Third, the nature of medical decisions makes the medical relationship a moral enterprise in the sense that most of the medical decisions are the combination of technical and moral components. This means that the physician must refer to his technical knowledge in order to make a scientific assessment (diagnosis, prognosis, and choice of therapy) of the patient’s condition without undermining the ends of medicine, that is, the good of the patient. Technology and morality ought not to be dissociated but rather combined to enhance the well being of the patient.
Fourth, the characteristics of medical knowledge impose certain moral obligations on those who possess it. Medical knowledge is not acquired primarily for its own sake but rather for a specific purpose – the care of the sick. Consequently, physicians have the obligation to be stewards of that knowledge and not the exploiters of medical techniques for reasons of self-interest or monetary gain.
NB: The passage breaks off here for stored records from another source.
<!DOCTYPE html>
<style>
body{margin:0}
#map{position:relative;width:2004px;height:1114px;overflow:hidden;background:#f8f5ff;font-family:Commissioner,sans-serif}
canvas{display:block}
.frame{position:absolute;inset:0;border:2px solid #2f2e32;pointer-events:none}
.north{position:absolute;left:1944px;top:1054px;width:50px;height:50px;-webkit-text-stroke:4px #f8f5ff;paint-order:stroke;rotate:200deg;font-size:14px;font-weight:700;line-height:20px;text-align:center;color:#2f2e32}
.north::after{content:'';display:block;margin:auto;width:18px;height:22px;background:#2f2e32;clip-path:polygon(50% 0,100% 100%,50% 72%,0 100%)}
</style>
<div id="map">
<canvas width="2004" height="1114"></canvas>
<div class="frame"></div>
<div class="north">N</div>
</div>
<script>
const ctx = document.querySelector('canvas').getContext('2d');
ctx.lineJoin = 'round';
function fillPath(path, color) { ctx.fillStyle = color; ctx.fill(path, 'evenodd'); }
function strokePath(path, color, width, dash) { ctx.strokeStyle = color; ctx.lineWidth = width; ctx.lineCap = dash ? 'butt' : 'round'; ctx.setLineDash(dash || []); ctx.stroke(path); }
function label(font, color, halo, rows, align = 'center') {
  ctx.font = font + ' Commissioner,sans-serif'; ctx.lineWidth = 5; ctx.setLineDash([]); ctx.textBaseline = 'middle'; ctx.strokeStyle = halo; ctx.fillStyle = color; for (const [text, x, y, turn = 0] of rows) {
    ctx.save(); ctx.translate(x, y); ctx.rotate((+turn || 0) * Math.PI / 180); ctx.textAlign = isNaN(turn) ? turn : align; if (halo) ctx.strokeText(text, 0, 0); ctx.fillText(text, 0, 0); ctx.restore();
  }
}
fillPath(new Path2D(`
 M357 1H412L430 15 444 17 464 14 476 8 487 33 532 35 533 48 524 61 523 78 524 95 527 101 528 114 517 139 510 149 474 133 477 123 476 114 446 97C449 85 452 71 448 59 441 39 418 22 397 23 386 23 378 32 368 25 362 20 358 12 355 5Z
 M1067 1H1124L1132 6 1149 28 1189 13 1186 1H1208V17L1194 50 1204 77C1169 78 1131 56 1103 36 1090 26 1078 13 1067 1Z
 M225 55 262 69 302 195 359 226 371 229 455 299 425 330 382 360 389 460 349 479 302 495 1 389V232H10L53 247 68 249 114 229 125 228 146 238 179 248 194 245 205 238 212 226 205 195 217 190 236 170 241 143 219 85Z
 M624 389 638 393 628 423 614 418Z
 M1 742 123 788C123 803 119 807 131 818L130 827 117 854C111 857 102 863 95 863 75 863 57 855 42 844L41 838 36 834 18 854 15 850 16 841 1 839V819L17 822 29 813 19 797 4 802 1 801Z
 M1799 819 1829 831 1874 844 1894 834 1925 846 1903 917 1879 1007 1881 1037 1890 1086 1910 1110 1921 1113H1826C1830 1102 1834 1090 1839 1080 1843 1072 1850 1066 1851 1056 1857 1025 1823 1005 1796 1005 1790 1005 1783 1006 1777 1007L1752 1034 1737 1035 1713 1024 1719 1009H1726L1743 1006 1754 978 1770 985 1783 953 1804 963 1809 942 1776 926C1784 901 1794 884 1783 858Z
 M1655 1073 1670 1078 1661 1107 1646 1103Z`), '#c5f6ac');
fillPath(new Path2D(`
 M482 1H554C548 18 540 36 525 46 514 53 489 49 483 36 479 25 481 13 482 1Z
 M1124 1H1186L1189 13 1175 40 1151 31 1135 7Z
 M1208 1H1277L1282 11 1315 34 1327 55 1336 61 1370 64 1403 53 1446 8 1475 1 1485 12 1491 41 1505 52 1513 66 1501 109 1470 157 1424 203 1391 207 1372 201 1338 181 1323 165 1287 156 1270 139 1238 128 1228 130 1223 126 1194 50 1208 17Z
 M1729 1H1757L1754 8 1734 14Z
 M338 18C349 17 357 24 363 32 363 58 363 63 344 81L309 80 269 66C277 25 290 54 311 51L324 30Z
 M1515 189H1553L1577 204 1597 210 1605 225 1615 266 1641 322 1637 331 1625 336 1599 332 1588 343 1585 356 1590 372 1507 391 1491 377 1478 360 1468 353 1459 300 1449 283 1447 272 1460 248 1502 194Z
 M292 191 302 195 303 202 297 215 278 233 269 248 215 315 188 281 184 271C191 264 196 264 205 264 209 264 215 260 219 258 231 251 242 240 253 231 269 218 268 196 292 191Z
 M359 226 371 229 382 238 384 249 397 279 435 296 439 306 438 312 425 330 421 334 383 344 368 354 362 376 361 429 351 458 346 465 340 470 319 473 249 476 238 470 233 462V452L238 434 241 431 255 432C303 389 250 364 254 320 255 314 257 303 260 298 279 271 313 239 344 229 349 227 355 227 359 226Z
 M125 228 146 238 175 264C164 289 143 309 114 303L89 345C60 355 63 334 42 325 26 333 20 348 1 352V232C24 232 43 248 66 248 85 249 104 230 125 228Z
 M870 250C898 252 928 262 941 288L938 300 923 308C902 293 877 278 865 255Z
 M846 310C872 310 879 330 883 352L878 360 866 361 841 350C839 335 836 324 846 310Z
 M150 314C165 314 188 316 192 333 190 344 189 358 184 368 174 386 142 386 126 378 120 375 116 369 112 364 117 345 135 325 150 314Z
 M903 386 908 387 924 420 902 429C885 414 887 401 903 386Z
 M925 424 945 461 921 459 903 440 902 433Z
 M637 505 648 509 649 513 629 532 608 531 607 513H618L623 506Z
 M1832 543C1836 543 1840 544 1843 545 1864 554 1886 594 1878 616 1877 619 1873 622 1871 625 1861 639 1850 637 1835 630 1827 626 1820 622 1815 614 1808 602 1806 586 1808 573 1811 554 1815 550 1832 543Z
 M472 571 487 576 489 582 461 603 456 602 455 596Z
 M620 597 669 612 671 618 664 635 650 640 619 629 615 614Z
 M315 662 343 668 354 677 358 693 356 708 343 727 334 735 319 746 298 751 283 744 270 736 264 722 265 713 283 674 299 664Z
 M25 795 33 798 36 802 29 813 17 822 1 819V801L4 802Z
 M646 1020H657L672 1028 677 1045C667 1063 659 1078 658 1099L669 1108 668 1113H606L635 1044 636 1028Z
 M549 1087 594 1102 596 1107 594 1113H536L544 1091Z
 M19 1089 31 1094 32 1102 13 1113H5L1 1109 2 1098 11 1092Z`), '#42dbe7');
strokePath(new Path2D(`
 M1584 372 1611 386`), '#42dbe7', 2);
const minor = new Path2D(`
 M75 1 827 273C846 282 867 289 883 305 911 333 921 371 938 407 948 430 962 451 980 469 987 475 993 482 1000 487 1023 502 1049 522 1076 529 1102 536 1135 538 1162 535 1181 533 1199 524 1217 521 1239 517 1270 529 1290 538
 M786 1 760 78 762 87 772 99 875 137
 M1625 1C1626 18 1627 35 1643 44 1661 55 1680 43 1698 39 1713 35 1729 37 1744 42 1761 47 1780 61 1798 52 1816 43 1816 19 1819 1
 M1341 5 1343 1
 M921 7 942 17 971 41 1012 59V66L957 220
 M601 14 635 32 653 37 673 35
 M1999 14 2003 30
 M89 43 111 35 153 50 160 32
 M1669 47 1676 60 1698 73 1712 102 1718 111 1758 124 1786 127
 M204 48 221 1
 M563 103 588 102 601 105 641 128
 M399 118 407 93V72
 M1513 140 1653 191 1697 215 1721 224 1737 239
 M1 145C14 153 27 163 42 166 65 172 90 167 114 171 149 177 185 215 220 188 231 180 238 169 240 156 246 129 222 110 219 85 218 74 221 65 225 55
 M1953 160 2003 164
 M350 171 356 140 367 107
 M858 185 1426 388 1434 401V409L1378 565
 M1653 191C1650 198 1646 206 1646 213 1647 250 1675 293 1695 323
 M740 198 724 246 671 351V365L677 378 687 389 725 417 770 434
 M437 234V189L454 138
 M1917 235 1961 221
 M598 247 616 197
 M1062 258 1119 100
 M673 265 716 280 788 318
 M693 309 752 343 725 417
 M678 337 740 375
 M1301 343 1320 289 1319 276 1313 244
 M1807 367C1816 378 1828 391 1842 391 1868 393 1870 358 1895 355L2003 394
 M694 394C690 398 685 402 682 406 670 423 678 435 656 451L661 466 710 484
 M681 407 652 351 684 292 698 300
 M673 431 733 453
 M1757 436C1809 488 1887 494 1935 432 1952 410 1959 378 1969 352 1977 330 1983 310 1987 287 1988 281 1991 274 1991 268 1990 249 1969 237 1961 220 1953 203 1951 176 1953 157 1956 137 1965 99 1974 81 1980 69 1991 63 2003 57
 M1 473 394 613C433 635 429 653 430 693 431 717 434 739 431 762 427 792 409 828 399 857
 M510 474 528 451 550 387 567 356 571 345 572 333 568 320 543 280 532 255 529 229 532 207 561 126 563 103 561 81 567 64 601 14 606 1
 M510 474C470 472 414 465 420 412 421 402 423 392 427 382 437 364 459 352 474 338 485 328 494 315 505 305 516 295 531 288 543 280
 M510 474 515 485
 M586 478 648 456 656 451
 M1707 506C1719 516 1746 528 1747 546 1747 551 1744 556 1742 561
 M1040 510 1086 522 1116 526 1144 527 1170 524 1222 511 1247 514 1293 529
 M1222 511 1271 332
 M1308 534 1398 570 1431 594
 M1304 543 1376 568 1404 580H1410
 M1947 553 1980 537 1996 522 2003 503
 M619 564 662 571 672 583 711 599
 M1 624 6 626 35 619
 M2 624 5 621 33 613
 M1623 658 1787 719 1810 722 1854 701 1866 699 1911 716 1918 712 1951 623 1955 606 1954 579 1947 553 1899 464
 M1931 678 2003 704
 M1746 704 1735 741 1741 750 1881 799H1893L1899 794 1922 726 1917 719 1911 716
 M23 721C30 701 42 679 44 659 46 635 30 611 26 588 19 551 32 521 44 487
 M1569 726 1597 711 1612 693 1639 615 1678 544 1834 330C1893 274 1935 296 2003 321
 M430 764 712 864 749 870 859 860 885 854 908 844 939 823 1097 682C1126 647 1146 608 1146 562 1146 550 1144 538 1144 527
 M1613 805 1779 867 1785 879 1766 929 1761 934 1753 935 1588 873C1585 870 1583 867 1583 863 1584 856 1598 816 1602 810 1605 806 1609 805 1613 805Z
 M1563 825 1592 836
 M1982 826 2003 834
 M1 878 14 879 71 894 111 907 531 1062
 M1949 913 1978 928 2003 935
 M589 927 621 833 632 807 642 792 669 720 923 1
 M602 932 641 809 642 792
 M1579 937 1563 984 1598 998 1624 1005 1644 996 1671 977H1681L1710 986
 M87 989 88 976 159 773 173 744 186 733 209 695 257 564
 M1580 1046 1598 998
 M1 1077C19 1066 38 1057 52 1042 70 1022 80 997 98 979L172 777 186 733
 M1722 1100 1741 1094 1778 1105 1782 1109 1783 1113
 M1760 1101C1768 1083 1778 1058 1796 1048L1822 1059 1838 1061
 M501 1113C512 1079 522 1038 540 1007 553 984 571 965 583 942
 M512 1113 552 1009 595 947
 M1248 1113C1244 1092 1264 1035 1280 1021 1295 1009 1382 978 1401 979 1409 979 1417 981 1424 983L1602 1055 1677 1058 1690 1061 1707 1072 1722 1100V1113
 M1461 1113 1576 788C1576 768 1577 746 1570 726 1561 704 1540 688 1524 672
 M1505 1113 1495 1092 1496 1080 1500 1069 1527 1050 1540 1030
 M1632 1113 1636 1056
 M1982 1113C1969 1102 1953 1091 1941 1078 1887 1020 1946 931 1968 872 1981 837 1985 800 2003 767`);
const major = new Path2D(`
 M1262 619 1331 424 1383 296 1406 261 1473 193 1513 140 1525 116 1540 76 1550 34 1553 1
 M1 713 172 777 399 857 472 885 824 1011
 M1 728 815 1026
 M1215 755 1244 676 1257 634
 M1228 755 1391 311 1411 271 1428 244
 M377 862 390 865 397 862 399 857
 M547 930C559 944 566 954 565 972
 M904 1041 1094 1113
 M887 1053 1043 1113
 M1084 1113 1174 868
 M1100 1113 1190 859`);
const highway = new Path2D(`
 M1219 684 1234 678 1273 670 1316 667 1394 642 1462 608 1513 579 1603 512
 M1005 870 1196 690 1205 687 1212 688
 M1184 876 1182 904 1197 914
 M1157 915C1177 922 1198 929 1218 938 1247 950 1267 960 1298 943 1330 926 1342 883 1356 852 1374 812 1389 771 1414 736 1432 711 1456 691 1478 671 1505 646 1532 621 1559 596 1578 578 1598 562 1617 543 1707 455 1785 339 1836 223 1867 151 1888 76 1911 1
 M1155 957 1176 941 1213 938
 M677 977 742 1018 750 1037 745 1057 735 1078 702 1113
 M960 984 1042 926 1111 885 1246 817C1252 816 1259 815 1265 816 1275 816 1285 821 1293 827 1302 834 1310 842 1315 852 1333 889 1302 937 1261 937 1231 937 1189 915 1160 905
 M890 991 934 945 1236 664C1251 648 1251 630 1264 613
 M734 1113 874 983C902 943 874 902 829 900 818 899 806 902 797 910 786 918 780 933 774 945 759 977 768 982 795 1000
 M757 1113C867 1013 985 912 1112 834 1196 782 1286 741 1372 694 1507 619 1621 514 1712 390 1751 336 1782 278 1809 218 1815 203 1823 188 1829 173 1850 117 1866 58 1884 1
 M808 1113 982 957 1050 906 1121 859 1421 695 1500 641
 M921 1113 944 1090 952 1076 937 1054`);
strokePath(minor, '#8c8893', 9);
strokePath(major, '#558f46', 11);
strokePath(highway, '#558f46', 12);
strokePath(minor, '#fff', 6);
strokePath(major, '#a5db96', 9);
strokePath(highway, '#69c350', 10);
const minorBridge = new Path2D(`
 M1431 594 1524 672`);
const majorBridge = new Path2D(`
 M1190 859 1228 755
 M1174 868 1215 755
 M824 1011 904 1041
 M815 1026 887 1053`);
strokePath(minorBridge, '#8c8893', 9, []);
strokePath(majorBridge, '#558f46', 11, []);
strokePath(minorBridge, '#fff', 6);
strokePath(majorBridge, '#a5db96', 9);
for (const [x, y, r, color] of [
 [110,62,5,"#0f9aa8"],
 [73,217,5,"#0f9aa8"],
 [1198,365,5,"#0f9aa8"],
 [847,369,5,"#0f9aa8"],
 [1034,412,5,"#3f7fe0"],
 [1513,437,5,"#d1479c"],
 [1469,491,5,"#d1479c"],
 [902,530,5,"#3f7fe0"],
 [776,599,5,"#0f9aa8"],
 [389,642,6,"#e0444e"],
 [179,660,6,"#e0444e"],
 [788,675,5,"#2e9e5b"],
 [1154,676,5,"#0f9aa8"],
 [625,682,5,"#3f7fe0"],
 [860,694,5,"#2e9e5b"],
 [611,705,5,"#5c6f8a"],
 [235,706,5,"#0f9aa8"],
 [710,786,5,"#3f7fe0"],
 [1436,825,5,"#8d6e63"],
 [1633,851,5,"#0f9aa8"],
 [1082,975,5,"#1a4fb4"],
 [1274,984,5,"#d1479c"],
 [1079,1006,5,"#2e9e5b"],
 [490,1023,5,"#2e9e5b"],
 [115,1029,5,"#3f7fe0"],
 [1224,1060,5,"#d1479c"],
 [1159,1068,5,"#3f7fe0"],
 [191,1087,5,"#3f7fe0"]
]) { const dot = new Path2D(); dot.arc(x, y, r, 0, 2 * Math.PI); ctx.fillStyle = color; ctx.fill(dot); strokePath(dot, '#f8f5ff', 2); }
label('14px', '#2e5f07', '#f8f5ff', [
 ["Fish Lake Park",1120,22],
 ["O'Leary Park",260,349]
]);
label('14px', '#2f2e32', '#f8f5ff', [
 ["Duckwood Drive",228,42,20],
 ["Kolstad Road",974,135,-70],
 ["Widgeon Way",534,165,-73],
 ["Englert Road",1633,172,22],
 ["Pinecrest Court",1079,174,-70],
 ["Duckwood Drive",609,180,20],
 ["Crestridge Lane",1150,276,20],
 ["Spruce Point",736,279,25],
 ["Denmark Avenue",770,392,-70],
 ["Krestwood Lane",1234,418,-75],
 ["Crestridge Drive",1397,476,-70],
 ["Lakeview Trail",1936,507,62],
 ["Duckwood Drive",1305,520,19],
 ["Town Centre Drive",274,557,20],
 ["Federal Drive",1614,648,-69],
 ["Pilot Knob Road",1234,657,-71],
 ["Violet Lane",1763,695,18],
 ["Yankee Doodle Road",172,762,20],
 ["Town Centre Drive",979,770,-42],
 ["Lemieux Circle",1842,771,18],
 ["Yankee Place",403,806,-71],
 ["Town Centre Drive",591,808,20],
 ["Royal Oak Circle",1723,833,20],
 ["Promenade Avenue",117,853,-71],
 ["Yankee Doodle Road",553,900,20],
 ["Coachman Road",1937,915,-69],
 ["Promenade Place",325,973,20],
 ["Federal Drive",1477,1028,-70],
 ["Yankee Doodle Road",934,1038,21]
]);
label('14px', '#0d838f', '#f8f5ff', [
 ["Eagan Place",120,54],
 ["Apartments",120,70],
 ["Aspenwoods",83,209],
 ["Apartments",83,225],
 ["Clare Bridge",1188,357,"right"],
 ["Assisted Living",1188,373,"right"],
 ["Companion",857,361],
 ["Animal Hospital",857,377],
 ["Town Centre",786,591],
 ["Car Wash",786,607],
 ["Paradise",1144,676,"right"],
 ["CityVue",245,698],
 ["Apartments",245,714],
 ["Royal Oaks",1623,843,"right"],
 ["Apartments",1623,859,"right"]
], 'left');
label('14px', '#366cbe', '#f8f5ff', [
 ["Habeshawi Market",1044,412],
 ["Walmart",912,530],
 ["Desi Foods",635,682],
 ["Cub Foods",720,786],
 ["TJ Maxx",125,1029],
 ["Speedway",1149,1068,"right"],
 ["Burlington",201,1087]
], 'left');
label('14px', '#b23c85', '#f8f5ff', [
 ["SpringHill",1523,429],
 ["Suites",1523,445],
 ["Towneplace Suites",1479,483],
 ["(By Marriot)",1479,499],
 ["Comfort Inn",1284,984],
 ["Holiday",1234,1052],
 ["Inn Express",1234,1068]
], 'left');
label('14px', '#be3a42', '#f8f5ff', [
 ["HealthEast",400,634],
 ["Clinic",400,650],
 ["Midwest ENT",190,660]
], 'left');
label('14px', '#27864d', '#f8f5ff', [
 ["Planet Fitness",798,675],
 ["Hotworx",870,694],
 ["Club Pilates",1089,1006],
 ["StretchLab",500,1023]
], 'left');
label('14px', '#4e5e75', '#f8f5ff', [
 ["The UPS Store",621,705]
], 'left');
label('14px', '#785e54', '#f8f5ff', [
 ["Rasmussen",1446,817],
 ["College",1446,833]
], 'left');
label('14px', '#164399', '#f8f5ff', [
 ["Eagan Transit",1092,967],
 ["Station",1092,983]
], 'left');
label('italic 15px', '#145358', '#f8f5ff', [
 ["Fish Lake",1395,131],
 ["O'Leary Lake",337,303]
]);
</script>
Finally, by virtue of the kind of covenant established between the patient and the physician, there is an implicit moral complicity necessary for the healing process to be achieved. “The physician is therefore de facto a moral accomplice in whatever is done for good or ill to the patients.” The obligation to serve the patient’s good cannot be overridden on behalf of any other party such as the hospital, the economic or fiscal policy, or the law.
As Dr. Gaulte explained, shifting the ethical focus of medicine away from having the patient’s interest as the prime directive can only diminish the trust of patients for their healthcare provider and in medicine itself. The tragic consequences of people needing care but too afraid to seek it, are too awful to imagine.